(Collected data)
|---|

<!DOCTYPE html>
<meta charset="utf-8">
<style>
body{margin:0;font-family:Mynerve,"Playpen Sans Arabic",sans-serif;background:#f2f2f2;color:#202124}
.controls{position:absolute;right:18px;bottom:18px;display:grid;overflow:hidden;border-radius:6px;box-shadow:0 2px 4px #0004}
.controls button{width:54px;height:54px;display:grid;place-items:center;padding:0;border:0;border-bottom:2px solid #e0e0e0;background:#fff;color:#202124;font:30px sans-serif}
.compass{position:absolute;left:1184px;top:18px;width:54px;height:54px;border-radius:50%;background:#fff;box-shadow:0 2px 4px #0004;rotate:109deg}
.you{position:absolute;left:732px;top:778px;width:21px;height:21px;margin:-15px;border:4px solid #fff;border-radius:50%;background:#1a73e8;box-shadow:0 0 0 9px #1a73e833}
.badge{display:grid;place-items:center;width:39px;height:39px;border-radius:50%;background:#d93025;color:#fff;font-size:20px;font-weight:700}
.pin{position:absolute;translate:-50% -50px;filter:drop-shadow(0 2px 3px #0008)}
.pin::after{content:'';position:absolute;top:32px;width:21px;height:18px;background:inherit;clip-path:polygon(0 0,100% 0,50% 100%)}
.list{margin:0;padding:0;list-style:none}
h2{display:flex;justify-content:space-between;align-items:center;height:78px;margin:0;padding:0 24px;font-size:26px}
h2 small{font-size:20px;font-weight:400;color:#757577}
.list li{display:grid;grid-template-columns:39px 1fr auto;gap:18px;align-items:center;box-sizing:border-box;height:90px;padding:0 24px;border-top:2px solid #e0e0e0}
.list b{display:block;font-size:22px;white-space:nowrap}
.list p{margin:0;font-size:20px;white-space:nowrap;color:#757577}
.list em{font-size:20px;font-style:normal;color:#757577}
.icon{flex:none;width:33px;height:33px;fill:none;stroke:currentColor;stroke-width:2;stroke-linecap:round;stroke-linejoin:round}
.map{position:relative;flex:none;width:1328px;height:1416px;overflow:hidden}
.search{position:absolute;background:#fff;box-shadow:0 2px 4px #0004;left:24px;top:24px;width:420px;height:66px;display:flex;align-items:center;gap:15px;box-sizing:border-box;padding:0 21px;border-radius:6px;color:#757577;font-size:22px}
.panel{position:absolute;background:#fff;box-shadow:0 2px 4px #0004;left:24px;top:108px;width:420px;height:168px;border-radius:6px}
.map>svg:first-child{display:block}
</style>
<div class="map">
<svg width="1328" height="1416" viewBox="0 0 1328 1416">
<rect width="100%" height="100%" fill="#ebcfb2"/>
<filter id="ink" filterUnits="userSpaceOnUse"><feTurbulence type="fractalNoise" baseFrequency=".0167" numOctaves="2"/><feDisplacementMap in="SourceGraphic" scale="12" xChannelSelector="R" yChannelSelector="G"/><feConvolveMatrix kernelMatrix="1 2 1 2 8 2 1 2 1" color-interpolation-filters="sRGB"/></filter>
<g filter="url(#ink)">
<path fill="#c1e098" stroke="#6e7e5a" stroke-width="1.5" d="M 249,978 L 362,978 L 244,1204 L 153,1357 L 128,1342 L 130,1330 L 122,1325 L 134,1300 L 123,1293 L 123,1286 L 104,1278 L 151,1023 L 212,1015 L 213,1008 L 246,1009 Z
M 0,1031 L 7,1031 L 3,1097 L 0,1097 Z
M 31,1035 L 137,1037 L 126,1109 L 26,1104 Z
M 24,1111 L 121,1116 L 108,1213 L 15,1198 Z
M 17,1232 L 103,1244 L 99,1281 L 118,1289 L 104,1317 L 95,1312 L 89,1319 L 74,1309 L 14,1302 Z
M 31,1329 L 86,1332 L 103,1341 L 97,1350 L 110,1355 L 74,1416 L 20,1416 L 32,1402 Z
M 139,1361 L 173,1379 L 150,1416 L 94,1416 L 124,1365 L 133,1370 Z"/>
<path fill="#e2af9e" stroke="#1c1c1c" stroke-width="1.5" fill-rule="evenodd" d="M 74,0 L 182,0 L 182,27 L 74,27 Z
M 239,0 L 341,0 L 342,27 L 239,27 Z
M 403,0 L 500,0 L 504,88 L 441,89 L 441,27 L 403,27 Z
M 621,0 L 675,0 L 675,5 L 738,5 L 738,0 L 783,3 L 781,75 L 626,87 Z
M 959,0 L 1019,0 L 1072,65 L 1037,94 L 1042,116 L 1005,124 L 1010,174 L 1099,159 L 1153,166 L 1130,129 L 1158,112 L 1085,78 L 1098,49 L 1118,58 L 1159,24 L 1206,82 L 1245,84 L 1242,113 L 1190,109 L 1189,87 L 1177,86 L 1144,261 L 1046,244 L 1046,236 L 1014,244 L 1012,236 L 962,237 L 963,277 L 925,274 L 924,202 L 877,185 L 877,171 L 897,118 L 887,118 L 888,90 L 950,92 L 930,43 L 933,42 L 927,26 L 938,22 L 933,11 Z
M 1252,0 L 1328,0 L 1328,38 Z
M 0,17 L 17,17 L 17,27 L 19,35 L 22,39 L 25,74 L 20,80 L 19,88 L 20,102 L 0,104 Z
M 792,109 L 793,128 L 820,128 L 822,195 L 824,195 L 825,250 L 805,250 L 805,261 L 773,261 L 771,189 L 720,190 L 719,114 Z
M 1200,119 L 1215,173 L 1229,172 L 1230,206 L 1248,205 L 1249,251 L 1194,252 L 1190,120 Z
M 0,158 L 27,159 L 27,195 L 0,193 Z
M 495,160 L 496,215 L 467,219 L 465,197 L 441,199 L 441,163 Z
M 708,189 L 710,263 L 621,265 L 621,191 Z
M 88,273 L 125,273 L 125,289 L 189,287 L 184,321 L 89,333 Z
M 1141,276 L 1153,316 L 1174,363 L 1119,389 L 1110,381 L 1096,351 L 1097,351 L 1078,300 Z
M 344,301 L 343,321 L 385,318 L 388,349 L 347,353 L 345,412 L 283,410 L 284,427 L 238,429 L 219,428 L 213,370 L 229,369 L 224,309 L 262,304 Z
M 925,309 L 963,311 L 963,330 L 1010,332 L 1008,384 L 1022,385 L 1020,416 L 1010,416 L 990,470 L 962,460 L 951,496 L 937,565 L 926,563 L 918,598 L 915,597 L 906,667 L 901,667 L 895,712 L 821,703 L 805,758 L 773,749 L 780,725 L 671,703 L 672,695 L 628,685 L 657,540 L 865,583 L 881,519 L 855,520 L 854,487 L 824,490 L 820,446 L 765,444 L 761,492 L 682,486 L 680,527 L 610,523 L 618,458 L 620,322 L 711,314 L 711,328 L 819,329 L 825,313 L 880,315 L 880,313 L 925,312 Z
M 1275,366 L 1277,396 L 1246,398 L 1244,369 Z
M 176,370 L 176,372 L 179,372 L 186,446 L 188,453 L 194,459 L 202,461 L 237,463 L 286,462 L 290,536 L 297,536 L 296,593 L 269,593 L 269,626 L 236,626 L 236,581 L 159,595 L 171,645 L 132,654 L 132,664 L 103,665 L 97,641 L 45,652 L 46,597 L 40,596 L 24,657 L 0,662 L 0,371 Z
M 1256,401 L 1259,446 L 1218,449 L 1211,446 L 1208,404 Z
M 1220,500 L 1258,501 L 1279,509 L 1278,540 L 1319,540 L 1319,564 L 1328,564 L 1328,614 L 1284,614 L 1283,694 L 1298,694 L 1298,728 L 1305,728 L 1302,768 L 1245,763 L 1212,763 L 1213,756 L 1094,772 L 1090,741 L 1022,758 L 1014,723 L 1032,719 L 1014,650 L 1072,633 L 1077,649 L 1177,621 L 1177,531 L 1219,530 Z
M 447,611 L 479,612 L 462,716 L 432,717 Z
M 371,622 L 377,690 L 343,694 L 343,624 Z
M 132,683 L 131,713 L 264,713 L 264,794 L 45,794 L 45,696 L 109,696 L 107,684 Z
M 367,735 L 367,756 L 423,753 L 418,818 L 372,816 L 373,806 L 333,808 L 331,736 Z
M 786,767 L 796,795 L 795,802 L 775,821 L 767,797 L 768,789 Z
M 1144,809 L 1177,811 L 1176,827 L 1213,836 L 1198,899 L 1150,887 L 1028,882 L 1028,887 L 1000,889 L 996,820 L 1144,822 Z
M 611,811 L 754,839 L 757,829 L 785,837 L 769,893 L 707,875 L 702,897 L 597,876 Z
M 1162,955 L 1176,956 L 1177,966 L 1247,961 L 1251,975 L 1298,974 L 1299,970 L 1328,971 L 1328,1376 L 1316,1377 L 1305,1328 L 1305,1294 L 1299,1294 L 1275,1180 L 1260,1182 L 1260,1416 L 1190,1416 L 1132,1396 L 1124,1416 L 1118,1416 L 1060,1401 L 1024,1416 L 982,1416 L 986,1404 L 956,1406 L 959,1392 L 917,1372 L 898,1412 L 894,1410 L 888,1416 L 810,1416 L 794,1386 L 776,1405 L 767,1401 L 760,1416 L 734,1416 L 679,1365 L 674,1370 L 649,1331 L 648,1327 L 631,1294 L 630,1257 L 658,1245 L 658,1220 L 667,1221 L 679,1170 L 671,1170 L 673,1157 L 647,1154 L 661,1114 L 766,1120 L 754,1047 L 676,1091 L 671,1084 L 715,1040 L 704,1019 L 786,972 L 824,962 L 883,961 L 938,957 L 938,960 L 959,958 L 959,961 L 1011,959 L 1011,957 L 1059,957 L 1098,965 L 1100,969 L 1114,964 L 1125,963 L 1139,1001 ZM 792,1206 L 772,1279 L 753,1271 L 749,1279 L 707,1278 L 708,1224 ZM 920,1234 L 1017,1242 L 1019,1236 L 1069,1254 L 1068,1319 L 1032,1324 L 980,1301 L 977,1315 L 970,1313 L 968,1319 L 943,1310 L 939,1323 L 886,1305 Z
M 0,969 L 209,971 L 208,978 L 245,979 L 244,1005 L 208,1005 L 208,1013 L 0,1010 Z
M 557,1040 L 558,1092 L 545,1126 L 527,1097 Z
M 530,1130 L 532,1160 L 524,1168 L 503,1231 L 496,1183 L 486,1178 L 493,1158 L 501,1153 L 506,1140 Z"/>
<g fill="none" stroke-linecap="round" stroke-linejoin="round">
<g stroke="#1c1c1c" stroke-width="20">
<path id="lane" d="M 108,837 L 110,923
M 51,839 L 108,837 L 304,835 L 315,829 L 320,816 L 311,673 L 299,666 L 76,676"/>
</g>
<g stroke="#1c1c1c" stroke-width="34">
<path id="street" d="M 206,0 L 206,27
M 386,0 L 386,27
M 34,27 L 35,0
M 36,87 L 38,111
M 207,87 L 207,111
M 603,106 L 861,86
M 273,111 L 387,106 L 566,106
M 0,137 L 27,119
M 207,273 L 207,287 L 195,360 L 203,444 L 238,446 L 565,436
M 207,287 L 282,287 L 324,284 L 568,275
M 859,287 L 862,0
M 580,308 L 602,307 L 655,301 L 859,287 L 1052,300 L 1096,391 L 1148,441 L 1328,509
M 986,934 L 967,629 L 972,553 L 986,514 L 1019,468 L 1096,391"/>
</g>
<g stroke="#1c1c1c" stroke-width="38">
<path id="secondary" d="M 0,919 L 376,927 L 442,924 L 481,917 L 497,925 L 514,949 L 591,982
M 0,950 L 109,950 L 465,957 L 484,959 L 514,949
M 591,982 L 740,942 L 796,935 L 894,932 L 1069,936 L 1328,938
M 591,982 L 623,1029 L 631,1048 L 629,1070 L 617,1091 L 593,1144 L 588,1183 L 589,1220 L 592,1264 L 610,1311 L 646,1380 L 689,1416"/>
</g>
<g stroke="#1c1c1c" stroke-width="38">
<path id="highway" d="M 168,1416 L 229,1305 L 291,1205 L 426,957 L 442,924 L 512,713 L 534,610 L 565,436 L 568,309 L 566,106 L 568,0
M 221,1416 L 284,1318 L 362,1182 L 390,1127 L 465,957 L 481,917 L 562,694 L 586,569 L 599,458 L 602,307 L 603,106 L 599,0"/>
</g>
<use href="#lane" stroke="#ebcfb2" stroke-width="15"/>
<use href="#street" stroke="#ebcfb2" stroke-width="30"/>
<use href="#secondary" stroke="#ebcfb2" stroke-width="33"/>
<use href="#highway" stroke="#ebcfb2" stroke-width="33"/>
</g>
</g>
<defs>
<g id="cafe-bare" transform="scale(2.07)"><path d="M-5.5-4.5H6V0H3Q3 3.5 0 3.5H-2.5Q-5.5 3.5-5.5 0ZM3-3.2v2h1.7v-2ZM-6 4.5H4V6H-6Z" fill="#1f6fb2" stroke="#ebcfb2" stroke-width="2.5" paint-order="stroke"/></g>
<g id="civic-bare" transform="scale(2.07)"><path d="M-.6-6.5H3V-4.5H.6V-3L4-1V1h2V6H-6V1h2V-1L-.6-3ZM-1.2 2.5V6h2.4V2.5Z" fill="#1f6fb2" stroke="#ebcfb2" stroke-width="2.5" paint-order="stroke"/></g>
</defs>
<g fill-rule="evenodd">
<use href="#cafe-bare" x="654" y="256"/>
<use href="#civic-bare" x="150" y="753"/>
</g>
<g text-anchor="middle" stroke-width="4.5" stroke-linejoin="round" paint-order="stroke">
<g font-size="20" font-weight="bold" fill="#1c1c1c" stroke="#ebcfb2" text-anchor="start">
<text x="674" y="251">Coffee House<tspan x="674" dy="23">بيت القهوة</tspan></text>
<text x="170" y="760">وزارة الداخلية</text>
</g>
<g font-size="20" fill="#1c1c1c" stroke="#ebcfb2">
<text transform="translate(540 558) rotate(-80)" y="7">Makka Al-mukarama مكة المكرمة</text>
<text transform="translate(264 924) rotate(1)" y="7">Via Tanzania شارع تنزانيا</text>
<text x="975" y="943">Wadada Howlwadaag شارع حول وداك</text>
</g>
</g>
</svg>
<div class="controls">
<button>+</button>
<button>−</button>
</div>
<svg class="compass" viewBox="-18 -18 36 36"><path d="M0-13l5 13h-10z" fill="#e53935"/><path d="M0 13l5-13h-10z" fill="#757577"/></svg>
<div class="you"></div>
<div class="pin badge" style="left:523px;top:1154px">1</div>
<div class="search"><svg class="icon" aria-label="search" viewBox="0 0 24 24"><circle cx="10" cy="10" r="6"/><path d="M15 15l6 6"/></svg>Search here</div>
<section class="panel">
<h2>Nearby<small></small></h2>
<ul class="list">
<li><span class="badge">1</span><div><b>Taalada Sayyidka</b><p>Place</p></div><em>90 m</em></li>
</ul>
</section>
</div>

|---|

When a line above contains the string "linejoin", copy that line.

## Task response
.icon{flex:none;width:33px;height:33px;fill:none;stroke:currentColor;stroke-width:2;stroke-linecap:round;stroke-linejoin:round}
<g fill="none" stroke-linecap="round" stroke-linejoin="round">
<g text-anchor="middle" stroke-width="4.5" stroke-linejoin="round" paint-order="stroke">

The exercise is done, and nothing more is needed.